For this exercise, output every line of the data as it stands.

[Dataset entries]
*** Block opens ***

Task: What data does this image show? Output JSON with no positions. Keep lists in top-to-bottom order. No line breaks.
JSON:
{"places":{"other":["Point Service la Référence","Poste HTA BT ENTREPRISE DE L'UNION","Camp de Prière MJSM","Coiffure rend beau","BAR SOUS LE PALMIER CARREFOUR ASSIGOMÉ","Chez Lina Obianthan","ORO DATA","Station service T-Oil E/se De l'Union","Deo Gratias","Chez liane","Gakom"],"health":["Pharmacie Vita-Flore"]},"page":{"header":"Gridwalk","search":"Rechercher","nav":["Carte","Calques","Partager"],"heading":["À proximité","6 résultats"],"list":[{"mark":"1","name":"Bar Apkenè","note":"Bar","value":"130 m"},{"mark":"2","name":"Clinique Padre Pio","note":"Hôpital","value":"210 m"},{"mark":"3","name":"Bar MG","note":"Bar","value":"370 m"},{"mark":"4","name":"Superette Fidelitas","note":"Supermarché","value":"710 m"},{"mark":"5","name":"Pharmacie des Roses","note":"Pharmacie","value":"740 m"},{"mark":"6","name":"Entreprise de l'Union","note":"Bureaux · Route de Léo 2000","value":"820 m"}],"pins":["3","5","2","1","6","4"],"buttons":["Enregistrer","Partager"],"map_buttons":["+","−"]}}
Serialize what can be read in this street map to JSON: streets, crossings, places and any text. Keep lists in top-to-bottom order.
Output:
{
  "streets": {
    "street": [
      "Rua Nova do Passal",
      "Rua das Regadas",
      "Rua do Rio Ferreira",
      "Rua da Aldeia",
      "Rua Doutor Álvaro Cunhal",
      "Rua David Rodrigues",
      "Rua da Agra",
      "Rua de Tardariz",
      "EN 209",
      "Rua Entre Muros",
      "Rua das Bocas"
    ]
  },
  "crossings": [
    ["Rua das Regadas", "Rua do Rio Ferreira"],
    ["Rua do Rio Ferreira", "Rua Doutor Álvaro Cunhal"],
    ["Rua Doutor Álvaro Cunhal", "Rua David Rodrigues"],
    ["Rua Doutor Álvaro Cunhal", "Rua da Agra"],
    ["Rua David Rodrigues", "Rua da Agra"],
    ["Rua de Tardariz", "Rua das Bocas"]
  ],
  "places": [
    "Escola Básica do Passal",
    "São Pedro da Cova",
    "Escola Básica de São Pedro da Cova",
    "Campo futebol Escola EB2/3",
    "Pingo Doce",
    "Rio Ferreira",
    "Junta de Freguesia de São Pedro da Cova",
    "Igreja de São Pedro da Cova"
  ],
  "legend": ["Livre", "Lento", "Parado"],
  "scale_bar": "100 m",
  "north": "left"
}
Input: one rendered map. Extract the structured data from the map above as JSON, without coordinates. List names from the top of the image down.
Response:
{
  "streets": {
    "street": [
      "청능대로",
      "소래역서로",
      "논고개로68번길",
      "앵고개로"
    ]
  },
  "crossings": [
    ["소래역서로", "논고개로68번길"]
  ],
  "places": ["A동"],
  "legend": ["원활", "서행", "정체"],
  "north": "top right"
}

*** Block closes ***

◆ WRITTEN RESPONSE ◆
Task: What data does this image show? Output JSON with no positions. Keep lists in top-to-bottom order. No line breaks.
JSON:
{"places":{"other":["Point Service la Référence","Poste HTA BT ENTREPRISE DE L'UNION","Camp de Prière MJSM","Coiffure rend beau","BAR SOUS LE PALMIER CARREFOUR ASSIGOMÉ","Chez Lina Obianthan","ORO DATA","Station service T-Oil E/se De l'Union","Deo Gratias","Chez liane","Gakom"],"health":["Pharmacie Vita-Flore"]},"page":{"header":"Gridwalk","search":"Rechercher","nav":["Carte","Calques","Partager"],"heading":["À proximité","6 résultats"],"list":[{"mark":"1","name":"Bar Apkenè","note":"Bar","value":"130 m"},{"mark":"2","name":"Clinique Padre Pio","note":"Hôpital","value":"210 m"},{"mark":"3","name":"Bar MG","note":"Bar","value":"370 m"},{"mark":"4","name":"Superette Fidelitas","note":"Supermarché","value":"710 m"},{"mark":"5","name":"Pharmacie des Roses","note":"Pharmacie","value":"740 m"},{"mark":"6","name":"Entreprise de l'Union","note":"Bureaux · Route de Léo 2000","value":"820 m"}],"pins":["3","5","2","1","6","4"],"buttons":["Enregistrer","Partager"],"map_buttons":["+","−"]}}
Serialize what can be read in this street map to JSON: streets, crossings, places and any text. Keep lists in top-to-bottom order.
Output:
{
  "streets": {
    "street": [
      "Rua Nova do Passal",
      "Rua das Regadas",
      "Rua do Rio Ferreira",
      "Rua da Aldeia",
      "Rua Doutor Álvaro Cunhal",
      "Rua David Rodrigues",
      "Rua da Agra",
      "Rua de Tardariz",
      "EN 209",
      "Rua Entre Muros",
      "Rua das Bocas"
    ]
  },
  "crossings": [
    ["Rua das Regadas", "Rua do Rio Ferreira"],
    ["Rua do Rio Ferreira", "Rua Doutor Álvaro Cunhal"],
    ["Rua Doutor Álvaro Cunhal", "Rua David Rodrigues"],
    ["Rua Doutor Álvaro Cunhal", "Rua da Agra"],
    ["Rua David Rodrigues", "Rua da Agra"],
    ["Rua de Tardariz", "Rua das Bocas"]
  ],
  "places": [
    "Escola Básica do Passal",
    "São Pedro da Cova",
    "Escola Básica de São Pedro da Cova",
    "Campo futebol Escola EB2/3",
    "Pingo Doce",
    "Rio Ferreira",
    "Junta de Freguesia de São Pedro da Cova",
    "Igreja de São Pedro da Cova"
  ],
  "legend": ["Livre", "Lento", "Parado"],
  "scale_bar": "100 m",
  "north": "left"
}
Input: one rendered map. Extract the structured data from the map above as JSON, without coordinates. List names from the top of the image down.
Response:
{
  "streets": {
    "street": [
      "청능대로",
      "소래역서로",
      "논고개로68번길",
      "앵고개로"
    ]
  },
  "crossings": [
    ["소래역서로", "논고개로68번길"]
  ],
  "places": ["A동"],
  "legend": ["원활", "서행", "정체"],
  "north": "top right"
}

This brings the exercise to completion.